Epigenetic regulation is thought to determine the individual response to environmental changes. So far, the underlying biological regulation is not fully understood. We hypothesized that enhancer activity might be able to (1) precede future transcriptional response and (2) to memorize environmental changes. 

To model such an adaption, we treated C57BL6 mice with either High Fat Diet (HFD) for 10 weeks or Low Fat Diet (LFD) as a control. Additionally, we included a group of reversed feeding (HFD for 5 weeks and LFD for 5 weeks). Based on bodyweight, the last group completely recovered from HFD-induced phenotype (LFD (n=15): 27.76g ± 0.37g, HFD (n=15): 32.93g ± 0.59g, Reverse (n=15): 28.01g ± 0.67g; mean ± SEM). Using ChIPseq (chromatin immunoprecipitation with massively parallel DNA sequencing) from isolated cardiomyocytes, we found 330 H3K27ac-positive enhancers after HFD (FDR < 0.1). Only one large (49kb) superenhancer (SE), containing one coding region (Inhibitor of DNA-Binding 1, Id1) and two H3K4me1-positive enhancers (‘ME1’ and ‘ME2’) were persistently activated despite reverse feeding. To further investigate the biological relevance of this epigenetic regulation, we generated three cardiomyocyte-specific knockout mouse lines by using CRISPR/Cas9 (Id1-cKO, ME1cKO and ME2-cKO). 

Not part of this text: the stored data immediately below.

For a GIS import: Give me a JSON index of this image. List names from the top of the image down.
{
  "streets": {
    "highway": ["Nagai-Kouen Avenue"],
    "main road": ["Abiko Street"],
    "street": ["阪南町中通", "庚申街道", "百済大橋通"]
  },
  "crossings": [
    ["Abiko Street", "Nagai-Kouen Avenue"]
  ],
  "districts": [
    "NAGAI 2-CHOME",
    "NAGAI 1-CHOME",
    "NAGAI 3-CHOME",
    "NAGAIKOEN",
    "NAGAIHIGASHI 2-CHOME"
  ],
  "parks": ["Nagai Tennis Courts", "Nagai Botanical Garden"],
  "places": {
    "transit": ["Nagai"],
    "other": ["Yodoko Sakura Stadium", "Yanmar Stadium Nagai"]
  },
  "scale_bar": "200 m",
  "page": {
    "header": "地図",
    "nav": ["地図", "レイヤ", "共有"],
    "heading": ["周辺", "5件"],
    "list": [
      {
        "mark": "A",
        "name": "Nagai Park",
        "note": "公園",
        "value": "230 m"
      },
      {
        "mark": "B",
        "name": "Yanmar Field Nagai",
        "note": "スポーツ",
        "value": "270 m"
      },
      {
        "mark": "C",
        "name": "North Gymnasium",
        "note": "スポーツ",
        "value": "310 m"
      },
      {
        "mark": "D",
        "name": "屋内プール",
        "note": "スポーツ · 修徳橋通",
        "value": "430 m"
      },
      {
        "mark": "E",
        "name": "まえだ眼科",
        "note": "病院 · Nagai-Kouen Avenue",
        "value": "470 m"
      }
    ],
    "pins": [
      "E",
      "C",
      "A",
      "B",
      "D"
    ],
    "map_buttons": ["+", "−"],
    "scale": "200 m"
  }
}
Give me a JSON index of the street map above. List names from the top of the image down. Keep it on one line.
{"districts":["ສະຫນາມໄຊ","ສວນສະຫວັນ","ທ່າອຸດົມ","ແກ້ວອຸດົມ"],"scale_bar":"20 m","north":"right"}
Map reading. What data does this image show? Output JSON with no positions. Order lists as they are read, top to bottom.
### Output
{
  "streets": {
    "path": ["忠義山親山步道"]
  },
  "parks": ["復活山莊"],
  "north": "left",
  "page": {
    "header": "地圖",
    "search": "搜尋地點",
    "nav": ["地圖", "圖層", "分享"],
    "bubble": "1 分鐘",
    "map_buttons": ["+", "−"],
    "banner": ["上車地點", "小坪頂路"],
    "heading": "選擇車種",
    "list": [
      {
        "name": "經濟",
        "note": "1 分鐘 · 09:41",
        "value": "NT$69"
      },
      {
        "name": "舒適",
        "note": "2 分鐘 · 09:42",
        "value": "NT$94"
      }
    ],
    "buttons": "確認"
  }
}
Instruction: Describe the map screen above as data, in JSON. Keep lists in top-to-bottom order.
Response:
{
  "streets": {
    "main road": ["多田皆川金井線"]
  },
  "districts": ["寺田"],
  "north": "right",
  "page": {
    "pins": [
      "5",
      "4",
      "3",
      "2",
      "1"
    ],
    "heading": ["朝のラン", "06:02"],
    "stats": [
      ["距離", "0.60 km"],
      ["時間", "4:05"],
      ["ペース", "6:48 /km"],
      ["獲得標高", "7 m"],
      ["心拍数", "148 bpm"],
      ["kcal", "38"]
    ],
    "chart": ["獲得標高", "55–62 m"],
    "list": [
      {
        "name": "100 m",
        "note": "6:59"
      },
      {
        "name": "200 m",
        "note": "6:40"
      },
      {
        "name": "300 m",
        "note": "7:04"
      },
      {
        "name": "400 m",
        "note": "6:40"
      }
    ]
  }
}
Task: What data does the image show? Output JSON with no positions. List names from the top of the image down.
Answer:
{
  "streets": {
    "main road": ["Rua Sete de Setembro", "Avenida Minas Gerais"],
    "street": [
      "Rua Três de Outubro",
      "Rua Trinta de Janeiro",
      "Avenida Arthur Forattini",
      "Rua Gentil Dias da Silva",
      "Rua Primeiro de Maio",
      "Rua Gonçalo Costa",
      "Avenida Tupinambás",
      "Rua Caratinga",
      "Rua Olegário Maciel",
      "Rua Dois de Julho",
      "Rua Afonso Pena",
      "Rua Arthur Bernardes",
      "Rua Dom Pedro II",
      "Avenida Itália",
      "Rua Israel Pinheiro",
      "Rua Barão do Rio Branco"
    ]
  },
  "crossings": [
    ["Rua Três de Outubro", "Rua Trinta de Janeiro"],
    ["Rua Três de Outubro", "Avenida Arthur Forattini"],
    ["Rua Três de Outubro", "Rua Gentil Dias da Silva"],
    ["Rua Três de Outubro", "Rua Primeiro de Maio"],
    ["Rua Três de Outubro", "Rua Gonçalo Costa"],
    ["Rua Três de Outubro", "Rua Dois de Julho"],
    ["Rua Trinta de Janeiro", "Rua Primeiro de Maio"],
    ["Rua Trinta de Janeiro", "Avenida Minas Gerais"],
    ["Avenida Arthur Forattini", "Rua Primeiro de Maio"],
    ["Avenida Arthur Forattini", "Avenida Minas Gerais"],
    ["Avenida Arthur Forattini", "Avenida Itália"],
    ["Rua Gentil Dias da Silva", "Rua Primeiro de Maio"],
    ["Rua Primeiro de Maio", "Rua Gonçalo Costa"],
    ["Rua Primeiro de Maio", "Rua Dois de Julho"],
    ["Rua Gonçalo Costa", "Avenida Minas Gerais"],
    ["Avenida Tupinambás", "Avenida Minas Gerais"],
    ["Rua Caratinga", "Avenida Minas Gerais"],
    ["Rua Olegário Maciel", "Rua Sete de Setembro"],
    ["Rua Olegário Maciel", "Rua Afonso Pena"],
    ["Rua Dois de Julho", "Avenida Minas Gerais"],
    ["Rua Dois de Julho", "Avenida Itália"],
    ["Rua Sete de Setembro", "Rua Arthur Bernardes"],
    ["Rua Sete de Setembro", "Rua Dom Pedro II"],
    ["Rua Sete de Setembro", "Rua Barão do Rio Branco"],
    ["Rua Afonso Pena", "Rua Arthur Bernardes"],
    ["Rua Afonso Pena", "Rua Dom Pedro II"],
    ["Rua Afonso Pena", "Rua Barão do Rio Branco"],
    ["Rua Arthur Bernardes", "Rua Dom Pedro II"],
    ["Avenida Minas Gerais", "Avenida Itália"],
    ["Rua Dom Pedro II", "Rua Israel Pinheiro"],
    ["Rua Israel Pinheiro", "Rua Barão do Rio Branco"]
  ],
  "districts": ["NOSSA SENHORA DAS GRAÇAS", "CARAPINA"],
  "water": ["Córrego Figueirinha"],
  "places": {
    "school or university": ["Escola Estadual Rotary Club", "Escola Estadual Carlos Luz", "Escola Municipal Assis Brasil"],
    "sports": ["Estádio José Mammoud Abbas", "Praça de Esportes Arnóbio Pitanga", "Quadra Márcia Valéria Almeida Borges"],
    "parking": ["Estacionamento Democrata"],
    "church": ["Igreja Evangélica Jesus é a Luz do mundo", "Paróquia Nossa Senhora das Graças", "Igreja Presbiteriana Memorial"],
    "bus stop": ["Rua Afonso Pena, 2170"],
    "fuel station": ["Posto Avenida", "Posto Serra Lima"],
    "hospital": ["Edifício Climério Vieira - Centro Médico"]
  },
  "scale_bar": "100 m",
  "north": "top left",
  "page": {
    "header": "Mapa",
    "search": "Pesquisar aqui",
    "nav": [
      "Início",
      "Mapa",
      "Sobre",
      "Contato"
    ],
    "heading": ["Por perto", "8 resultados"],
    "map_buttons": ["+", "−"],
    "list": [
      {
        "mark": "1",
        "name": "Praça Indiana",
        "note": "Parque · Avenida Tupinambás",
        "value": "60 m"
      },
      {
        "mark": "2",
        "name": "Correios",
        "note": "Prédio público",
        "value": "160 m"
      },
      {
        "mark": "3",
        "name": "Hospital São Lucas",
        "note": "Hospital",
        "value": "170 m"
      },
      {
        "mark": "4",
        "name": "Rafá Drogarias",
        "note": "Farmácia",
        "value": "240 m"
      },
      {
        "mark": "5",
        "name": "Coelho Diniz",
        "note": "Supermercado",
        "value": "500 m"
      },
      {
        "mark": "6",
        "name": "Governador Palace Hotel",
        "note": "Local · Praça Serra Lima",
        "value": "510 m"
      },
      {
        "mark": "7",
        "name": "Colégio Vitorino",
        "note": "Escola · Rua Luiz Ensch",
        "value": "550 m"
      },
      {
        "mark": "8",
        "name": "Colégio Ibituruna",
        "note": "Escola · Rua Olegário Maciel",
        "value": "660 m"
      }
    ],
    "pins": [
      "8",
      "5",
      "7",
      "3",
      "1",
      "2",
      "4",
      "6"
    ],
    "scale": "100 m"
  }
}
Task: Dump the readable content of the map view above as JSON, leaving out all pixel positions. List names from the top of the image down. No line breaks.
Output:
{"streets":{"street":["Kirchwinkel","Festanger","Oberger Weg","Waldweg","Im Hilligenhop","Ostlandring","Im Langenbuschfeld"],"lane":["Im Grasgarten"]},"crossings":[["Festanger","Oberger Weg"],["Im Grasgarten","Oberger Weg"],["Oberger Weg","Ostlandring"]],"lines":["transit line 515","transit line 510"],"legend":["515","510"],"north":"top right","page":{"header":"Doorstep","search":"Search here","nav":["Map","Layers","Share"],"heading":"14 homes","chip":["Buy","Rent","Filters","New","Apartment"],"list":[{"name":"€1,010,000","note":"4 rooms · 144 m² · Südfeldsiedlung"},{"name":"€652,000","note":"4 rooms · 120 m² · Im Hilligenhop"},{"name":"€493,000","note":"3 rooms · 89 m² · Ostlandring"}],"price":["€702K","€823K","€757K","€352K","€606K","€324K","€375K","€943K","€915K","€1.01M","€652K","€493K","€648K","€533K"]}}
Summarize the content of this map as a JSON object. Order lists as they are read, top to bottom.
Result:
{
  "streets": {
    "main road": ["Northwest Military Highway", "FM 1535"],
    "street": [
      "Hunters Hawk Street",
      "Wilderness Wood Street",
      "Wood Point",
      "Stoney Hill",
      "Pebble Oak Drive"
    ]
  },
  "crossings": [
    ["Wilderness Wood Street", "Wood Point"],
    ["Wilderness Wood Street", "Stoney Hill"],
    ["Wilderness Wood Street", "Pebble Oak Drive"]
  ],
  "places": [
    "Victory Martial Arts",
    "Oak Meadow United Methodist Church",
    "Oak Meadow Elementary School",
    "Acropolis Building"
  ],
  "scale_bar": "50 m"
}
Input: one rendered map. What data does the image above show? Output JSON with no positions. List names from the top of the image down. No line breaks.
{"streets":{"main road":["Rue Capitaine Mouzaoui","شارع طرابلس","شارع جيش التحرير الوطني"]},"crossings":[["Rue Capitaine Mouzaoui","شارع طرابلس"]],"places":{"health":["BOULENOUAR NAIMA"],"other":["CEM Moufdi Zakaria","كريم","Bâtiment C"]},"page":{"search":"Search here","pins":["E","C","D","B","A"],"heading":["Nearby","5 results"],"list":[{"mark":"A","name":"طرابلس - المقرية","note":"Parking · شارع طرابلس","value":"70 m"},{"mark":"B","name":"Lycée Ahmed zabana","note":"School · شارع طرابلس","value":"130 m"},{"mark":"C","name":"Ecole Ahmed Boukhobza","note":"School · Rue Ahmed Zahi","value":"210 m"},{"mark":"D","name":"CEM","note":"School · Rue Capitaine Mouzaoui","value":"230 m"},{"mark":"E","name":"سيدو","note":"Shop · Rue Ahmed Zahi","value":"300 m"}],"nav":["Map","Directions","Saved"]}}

Id1-cKO and ME-cKOs only showed minimal changes of left ventricular ejection fraction (LVEF) under HFD conditions compared to WT controls (cre+/loxP+ cre-). On a transcriptional level, HFD leads to a significantly upregulation of a specific gene program in the heart from WT animals (n=6, DESeq2 FDR<0.05) but not in ID1-cKO. These genes (e.g., Aldh1l2 fc WT 1.47 vs. fc KO 0.87, Pdk1 fc WT 1.21 vs. fc KO 0.78, Acot3 fc WT 2.31 vs. fc KO 1.58, Cpt1b fc WT 1.28 vs. fc KO 1.02 and Gpam fc WT 1.52 vs. fc KO 0.75) are known to regulate fatty acid metabolism (FAM). Strikingly, single deletion of one H3K4me1-positive enhancer impaired the transcriptional response to the same extent. This Id1- independent regulation is indicating an enhancer-dependent mechanism. To identify the upstream regulator of the SE, we performed a pulldown of nuclear proteins, bound to biotin-labeled ME2 in vitro. From 514 uniquely bound epigenetic modifiers (e.g., EHMT1, EHMT2), we found 21 transcription factors. We performed a complementary transcription factor analysis of the promoter regions of the enhancer-dependent FAM-genes. By overlapping mass spectrometry data with bioinformatic in silico analysis, we identified the retinoid acid receptor (ROR) binding motif (p=1e-13) and the related receptor (RORa) as the regulatory element of the SE. Regulatory capabilities were validated by promoter Luciferase-assays. Functionally, the PDK1/4-phosphorylation target ‘pyruvate dehydrogenase’ was hyperphosphorylated at Serin 293 in WT animals, but not in ME2-cKO (PDH pS293/PDH: FC WT HFD/LFD: 6.46; FC ME2 HFD/LFD: 1.84, p=0.002, Mann-Whitney Test), indicating a missing metabolic flexibility upon SE deletion.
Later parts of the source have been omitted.